Saved data entries

****************************************

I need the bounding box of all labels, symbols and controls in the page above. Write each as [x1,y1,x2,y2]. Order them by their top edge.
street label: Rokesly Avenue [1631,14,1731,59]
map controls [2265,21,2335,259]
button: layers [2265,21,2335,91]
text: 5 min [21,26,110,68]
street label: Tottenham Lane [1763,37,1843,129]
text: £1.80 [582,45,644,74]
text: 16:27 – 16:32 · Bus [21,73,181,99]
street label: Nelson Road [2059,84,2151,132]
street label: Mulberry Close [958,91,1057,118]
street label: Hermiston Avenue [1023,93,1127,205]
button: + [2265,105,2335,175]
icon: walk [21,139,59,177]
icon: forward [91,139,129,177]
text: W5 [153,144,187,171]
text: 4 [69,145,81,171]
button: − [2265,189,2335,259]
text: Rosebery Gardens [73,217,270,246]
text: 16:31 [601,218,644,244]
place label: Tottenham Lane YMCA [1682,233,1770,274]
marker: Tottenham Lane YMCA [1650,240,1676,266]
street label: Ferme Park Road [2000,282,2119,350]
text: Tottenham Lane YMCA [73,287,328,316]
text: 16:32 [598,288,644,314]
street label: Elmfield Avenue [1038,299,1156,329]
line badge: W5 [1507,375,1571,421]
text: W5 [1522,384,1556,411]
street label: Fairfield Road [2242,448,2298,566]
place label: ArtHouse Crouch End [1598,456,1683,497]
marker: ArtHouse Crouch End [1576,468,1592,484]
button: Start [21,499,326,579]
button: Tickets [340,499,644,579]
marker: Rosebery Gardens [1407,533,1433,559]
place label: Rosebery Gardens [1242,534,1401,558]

****************************************

▸ INSTRUCTIONS TO FOLLOW
In the records above, find the lines holding "controls". Copy each one.

▸ EXERCISE ANSWER
I need the bounding box of all labels, symbols and controls in the page above. Write each as [x1,y1,x2,y2]. Order them by their top edge.
map controls [2265,21,2335,259]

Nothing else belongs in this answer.